Azure's diagnostic tools, like Azure Monitor and Log Analytics, offer invaluable insights for tackling complex troubleshooting scenarios. Proactive monitoring is essential to prevent traffic distribution issues. For example, configuring health probes ensures unhealthy instances are automatically removed, while distributing virtual machines (VMs) across multiple availability zones adds another layer of resilience. Network Security Groups can also help by controlling traffic flow effectively. Reviewing diagnostic logs regularly allows you to spot potential problems early, and ensuring your backend pool is appropriately sized means your infrastructure can handle traffic demands without overburdening any single VM.

Incorporating these steps into your monitoring routine not only helps maintain application performance but also strengthens your overall Azure strategy. For more tips on optimising Azure, check out Azure Optimisation Tips, Costs & Best Practices.

FAQs

What are the main reasons for traffic distribution issues in Azure Load Balancer, and how can you fix them?

Traffic distribution problems in Azure Load Balancer often stem from source persistence settings, which can cause traffic to stick to specific backend instances, leading to uneven routing. Other frequent culprits include health probe failures, incorrectly configured ports, or SNAT port exhaustion - all of which can result in unresponsive backend virtual machines or inefficient load balancing. Furthermore, the five-tuple hashing algorithm used for traffic distribution may contribute to imbalances if backend instances are unhealthy or improperly set up.

To address these challenges, make sure health probes are set up correctly, confirm that all backend instances are functioning as expected, and avoid using source persistence unless absolutely necessary. Keep an eye on SNAT port usage to prevent exhaustion, and review port and backend configurations to ensure everything is in order. Consistent monitoring and proactive troubleshooting are key to maintaining effective traffic distribution.

What is session persistence in Azure Load Balancer, and how should it be configured for optimal traffic distribution?

Session persistence - sometimes referred to as session affinity or sticky sessions - is a method that ensures all requests from a particular client are consistently directed to the same backend server. This approach is especially important for stateful applications where maintaining an uninterrupted session is essential.

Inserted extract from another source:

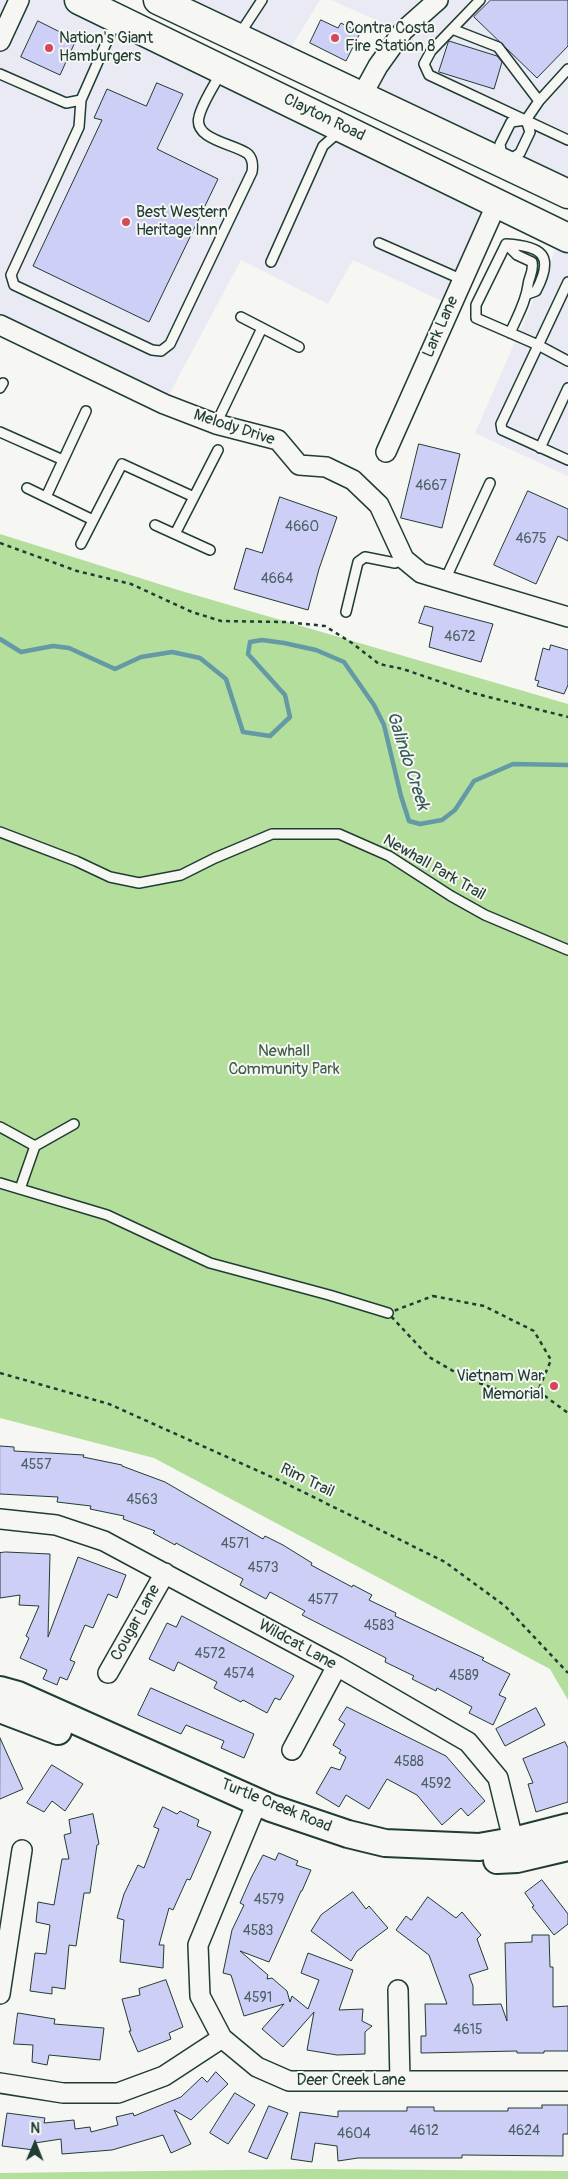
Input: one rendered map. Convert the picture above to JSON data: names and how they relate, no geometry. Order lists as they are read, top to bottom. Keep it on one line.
{"streets":{"main road":["Clayton Road"],"street":["Lark Lane","Melody Drive","Cougar Lane","Wildcat Lane","Turtle Creek Road","Deer Creek Lane"],"lane":["Newhall Park Trail"],"path":["Rim Trail"]},"crossings":[["Clayton Road","Lark Lane"],["Cougar Lane","Wildcat Lane"],["Wildcat Lane","Turtle Creek Road"],["Turtle Creek Road","Deer Creek Lane"]],"water":["Galindo Creek"],"parks":["Newhall Community Park"],"places":["Contra Costa Fire Station 8","Nation's Giant Hamburgers","Best Western Heritage Inn","Vietnam War Memorial"],"house_numbers":["4667","4660","4675","4664","4672","4557","4563","4571","4573","4577","4583","4572","4574","4589","4588","4592","4579","4583","4591","4615","4612","4624","4604"],"north":"top"}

To set up session persistence effectively, you can use methods like source IP affinity or hash-based distribution. These techniques rely on hashing either a two-tuple (source and destination IP) or a three-tuple (source IP, destination IP, and protocol type) to route traffic predictably. When configured correctly, this prevents uneven traffic loads and supports consistent session handling, enhancing both application performance and the overall user experience.

How can I prevent SNAT port exhaustion and maintain reliable outbound connectivity with Azure Load Balancer?

To prevent SNAT port exhaustion and maintain reliable outbound connectivity with Azure Load Balancer, here are some practical steps you can take:

Adjust the allocation of SNAT ports based on the size of your backend pool and how your workloads operate.
Spread outbound traffic across multiple virtual machines to ease the load on individual ports.
Keep an eye on SNAT port usage regularly to catch and resolve any issues before they escalate.
Use Virtual Network NAT for improved scalability and simpler management of outbound connectivity.

By actively managing SNAT ports and incorporating tools like Virtual Network NAT, you can ensure your Azure Load Balancer performs reliably and keeps your applications running smoothly.